Elias let her go, and damned if he didn’t start doing the dishes. “You’re also a woman, Violet. I’m not proposing a three-day bacchanal, and I don’t kiss and tell.”
That he’d exercise a little discretion mattered to her, though she wasn’t likely to cross paths with him ever again—another reason to indulge in what he offered. Violet unwrapped the dishtowel from the wine bottle and accepted a clean plate from Elias.
“I doubt I’m your type,” she said, drying the plate.
He used his thumbnail to scrape a spot of cheese from the second plate. “You should be more concerned with whether I’m your type, assuming you have a type for a friendly encounter. These plates look hand-made.”
He did a thorough job washing dishes, not merely a rinse and a promise.
“My mother made them. I have only the two left.” Blue and white glaze with a violets-and-vines pattern around the rim. The plates were heavy, and didn’t really go with anything else Violet owned. “She made them the year I was born. Took a class when she got too pregnant to do much manual labor. I’ll sleep with you, Elias, but don’t expect much.”
He tackled the mousse bowls next. “Why will you sleep with me?”
Violet’s decision had been made in those moments when
Elias had simply held her. He’d offered her time to consider options, and given her excellent reasons to trust him. He didn’t push. He didn’t wheedle. He didn’t make empty promises.
“You respect me,” Violet said, the words effecting a sort of sunrise where her flagging energy had been. “And you desire me. Both.”
She felt as if she’d solved a riddle, though maybe ten years later than she should have.
Better late than never.
“I respect the hell out of you,” Elias said, passing her a squeaky clean bowl. “You work hard, take your responsibilities seriously, and genuinely care for your property. Respect is not the only reason I’m attracted to you.”
This foreplay without touching was enjoyable, but also more serious than it should have been. “I went to college, Elias. Had my share of rodeos. You don’t have to draw me pictures.”

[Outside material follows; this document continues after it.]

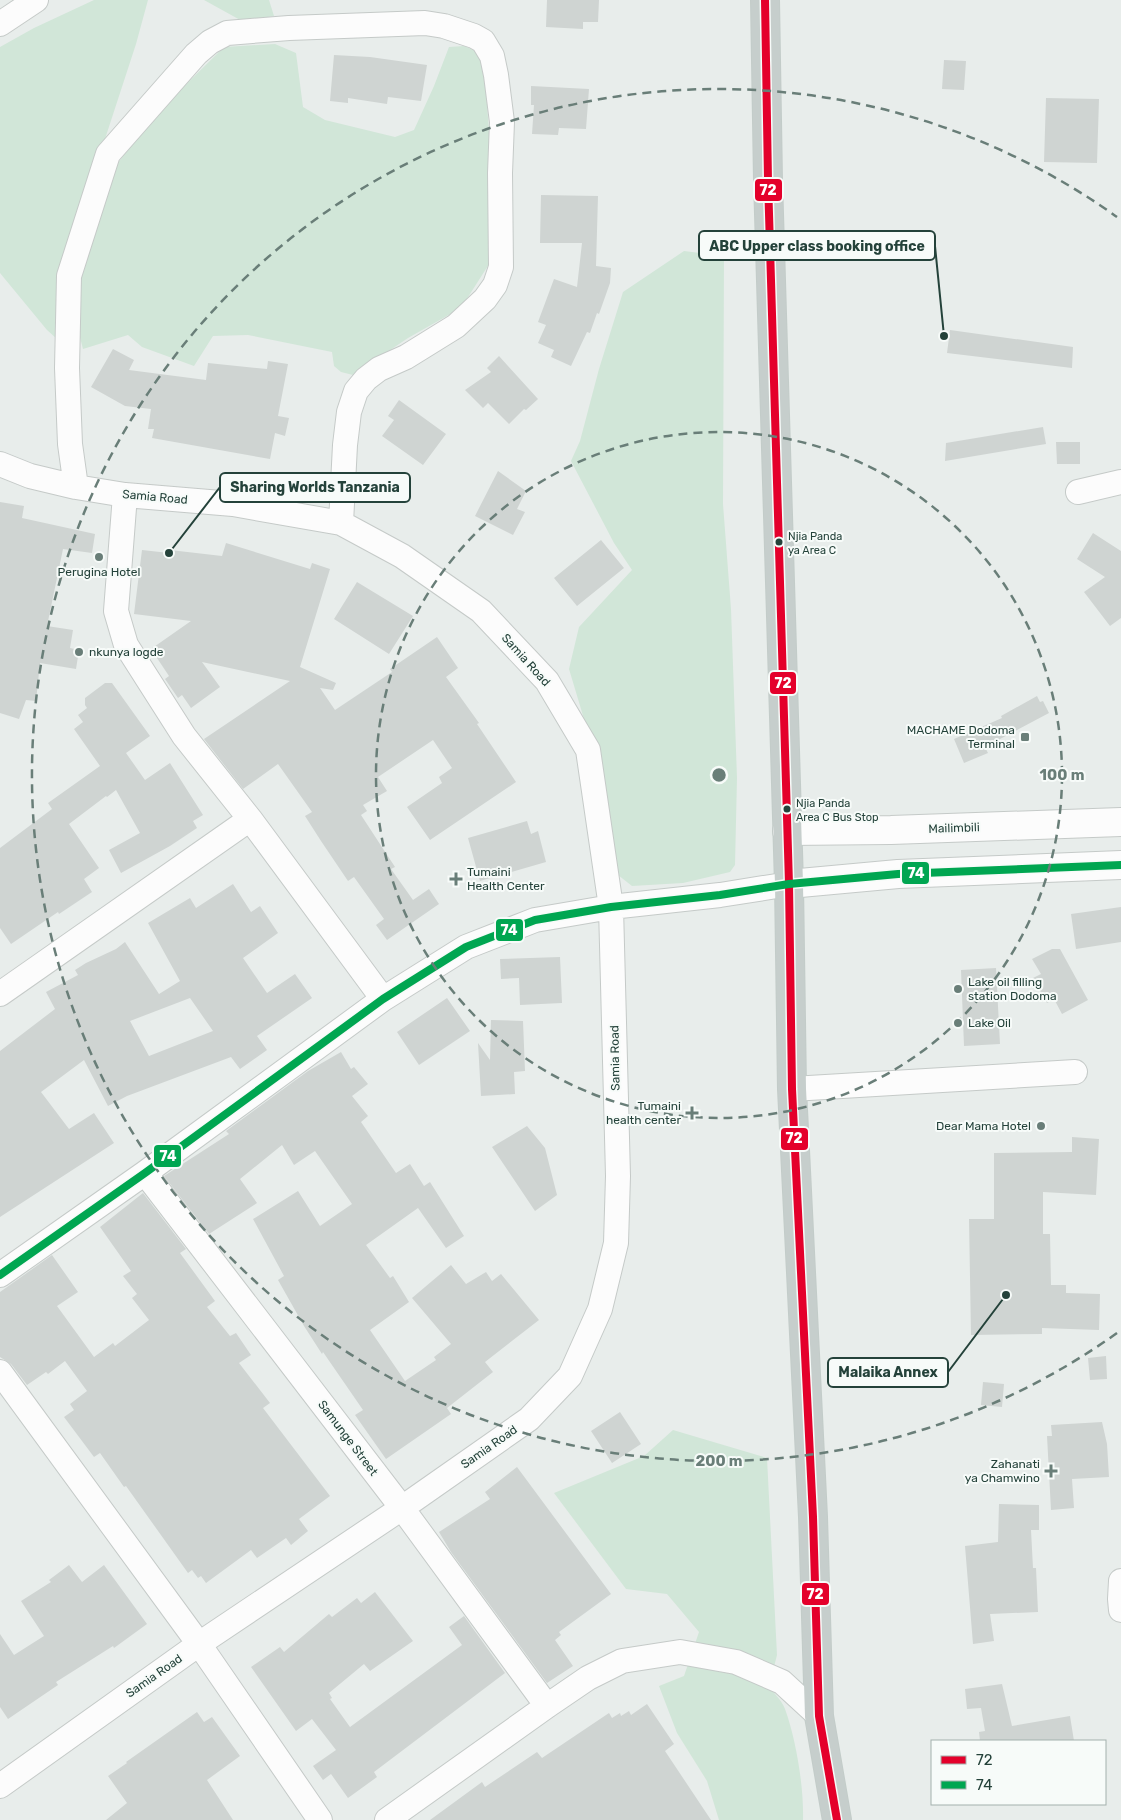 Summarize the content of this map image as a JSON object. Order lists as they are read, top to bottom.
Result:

“Will you dry that bowl or rub the glaze off? What is your degree in?”
Violet set the bowl in the cupboard. “Sociology, undergrad and a master’s, emphasis on rural communities. What about you?”
And why else did he want to spend the night in her bed? Thank God she’d changed the sheets earlier in the day.
Thank God the bed was made for once.
“I studied business at uni, and am considered well informed regarding the organization and operation of charitable establishments. I detect the patter of little paws on your back porch.”
“Good lord, I nearly forgot to feed the pups. Silverware can go in the drain rack. Guys, I’m coming!”
Murphy woofed softly. And the next few minutes were absorbed with more of the odd domesticity she’d been sharing with Elias throughout the evening. He put away the leftovers while she fixed the dogs their dinners—some wet, some dry, some leftovers—and took their bowls to the fenced side yard off the sun room.
When she got back to the kitchen, Elias was checking his phone.